At this early stage, the company is valued at its pre-money valuation, which is the company’s worth before receiving new investment. In this case, the pre-money valuation is $800,000.

First Round of Funding

The company has successfully operated for a few months but now needs to raise more capital to expand operations, hire more employees, and grow faster. They decide to raise $200,000 from a new investor.

  • Pre-money valuation: $800,000
  • New capital raised: $200,000
  • Post-money valuation: $800,000 + $200,000 = $1,000,000

The new investor’s ownership is calculated as the new investment divided by the post-money valuation.

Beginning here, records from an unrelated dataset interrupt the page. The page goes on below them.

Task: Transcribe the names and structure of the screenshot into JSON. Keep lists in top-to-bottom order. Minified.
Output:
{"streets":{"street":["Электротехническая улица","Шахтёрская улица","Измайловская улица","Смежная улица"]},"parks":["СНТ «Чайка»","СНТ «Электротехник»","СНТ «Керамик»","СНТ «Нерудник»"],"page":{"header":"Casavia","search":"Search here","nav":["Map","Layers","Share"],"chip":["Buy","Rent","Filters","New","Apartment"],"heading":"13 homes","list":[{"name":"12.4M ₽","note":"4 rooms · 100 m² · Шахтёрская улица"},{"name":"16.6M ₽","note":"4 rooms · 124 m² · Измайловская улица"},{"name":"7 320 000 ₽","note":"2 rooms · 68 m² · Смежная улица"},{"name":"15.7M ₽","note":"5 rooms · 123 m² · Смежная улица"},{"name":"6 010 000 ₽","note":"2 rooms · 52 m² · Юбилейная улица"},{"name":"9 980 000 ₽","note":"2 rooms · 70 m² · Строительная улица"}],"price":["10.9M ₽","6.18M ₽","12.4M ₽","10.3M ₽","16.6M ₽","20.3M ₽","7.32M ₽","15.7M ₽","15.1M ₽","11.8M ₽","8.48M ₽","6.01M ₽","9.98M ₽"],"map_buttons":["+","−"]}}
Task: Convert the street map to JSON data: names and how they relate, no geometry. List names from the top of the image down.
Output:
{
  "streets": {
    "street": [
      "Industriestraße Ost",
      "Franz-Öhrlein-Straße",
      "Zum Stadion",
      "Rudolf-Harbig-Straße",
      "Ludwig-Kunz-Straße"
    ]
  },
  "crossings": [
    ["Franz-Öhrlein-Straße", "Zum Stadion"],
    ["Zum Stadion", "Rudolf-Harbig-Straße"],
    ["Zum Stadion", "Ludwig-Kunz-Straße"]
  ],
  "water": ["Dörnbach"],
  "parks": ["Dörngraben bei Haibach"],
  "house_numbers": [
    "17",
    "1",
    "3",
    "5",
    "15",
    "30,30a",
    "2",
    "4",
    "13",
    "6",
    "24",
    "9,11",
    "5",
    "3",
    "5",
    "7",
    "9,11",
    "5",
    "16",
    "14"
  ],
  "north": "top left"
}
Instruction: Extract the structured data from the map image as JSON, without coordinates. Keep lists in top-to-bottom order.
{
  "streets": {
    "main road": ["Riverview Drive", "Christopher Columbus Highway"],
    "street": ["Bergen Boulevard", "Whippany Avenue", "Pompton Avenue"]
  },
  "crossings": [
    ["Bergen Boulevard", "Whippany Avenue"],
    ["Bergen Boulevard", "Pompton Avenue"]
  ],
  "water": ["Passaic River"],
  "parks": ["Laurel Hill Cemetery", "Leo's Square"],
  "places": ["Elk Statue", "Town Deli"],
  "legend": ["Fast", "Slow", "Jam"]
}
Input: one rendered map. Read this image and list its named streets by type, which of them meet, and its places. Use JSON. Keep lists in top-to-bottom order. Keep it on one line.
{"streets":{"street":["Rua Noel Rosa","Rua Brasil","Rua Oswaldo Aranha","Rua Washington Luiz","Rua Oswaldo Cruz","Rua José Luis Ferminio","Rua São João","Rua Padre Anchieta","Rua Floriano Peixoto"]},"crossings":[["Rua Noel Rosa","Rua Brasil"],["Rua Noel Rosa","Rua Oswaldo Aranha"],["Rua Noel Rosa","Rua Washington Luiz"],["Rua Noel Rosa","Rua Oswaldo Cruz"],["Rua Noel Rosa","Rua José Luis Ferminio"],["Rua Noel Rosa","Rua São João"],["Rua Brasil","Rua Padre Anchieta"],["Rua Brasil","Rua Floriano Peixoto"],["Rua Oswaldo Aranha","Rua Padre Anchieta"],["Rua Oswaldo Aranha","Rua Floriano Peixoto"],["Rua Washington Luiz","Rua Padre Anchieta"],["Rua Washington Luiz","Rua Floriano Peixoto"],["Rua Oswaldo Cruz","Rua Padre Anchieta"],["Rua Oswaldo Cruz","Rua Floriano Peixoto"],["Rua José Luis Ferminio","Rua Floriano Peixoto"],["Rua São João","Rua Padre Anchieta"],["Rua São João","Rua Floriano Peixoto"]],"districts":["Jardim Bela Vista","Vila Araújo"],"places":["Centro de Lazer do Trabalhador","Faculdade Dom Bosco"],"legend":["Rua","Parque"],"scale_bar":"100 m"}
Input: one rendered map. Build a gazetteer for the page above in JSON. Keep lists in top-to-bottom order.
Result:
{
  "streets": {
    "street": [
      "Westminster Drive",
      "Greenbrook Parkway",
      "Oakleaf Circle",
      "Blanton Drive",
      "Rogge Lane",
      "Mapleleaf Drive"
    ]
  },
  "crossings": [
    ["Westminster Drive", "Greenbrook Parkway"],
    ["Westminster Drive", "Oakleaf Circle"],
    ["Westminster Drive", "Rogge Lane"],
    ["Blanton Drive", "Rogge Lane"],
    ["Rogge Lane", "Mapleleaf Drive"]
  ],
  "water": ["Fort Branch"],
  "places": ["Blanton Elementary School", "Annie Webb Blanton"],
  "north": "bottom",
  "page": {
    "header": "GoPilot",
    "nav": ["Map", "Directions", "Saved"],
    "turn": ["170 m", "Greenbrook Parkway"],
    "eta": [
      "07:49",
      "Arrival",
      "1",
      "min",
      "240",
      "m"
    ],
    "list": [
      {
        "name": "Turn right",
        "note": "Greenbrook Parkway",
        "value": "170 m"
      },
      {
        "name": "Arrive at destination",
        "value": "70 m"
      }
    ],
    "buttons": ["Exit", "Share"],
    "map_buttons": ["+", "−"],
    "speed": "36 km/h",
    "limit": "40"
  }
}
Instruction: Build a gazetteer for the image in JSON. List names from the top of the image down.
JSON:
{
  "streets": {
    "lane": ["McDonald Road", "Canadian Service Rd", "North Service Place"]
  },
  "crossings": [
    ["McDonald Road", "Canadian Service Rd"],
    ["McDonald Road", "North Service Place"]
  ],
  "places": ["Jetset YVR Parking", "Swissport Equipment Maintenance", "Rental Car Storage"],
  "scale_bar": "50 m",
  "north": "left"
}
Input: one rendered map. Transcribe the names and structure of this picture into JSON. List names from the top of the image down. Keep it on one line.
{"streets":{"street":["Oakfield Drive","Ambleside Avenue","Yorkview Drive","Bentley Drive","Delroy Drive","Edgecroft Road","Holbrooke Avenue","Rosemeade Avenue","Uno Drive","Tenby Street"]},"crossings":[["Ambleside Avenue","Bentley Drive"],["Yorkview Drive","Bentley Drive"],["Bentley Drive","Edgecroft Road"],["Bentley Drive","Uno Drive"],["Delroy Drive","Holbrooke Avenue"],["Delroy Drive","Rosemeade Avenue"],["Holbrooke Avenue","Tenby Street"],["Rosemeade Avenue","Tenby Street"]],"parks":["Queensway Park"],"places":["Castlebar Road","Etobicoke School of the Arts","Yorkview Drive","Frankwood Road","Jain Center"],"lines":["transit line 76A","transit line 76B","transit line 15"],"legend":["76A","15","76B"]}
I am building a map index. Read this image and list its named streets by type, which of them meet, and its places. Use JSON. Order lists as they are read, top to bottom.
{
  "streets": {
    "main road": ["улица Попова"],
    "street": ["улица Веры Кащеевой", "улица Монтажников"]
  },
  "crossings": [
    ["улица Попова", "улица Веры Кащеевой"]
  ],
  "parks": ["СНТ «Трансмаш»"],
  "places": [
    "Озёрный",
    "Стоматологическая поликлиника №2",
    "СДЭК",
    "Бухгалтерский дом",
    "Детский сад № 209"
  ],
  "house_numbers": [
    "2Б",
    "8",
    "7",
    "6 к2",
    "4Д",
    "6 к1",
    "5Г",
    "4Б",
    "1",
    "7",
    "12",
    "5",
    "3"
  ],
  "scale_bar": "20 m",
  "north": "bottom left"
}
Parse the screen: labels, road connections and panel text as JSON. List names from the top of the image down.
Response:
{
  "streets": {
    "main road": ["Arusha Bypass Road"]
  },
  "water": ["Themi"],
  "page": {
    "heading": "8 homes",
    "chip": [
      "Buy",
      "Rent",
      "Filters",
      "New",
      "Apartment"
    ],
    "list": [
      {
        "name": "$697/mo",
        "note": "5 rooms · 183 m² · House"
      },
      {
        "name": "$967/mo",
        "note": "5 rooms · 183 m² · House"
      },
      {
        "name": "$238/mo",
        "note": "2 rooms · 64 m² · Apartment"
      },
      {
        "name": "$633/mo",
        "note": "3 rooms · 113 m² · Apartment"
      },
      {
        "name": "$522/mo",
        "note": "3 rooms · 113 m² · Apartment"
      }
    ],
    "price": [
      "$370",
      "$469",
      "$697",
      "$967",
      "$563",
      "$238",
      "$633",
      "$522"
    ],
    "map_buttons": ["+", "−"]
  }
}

  • New Investor Ownership: ($200,000 / $1,000,000) = 20%

The original founders now collectively own the remaining 80% of the company. Their individual ownership percentages are diluted proportionally.

Second Round of Funding

The company continues to grow and, at a later stage, decides to raise more money. The company is now much more valuable, with a pre-money valuation of $9 million. They seek to raise $1 million from a new investor.

  • Pre-money valuation: $9,000,000
  • New capital raised: $1,000,000
  • Post-money valuation: $9,000,000 + $1,000,000 = $10,000,000

The new investor’s ownership is calculated as the new investment divided by the post-money valuation.

  • New Investor Ownership: ($1,000,000 / $10,000,000) = 10%

The existing shareholders, including the founders and the first investor, now share the remaining 90% of the company. Their ownership percentages are further diluted. For example, the first investor’s 20% stake is now 18% of the new, larger company (20% of the remaining 90%).

The Paradox of Dilution

The most important takeaway is what the presenter calls the “paradox of dilution.” While an individual’s percentage of ownership decreases with each new funding round, the actual value of their stake often increases because the company’s overall valuation has grown significantly.

For example, Founder A’s initial 60% stake was worth $480,000 (60% of $800,000). After the second funding round, their ownership percentage has been diluted to 43% of the company. However, the company is now valued at $10 million, making Founder A’s stake worth $4.3 million (43% of $10 million).

Conclusion

In conclusion, equity dilution is a key mechanism for business growth and a natural consequence of attracting investment. It is not something to be feared but rather understood as a way to increase the overall value of the company and, consequently, the value of each shareholder’s stake. The key is to evaluate each funding round on its own terms and recognize that an increase in company valuation can far outweigh the decrease in ownership percentage.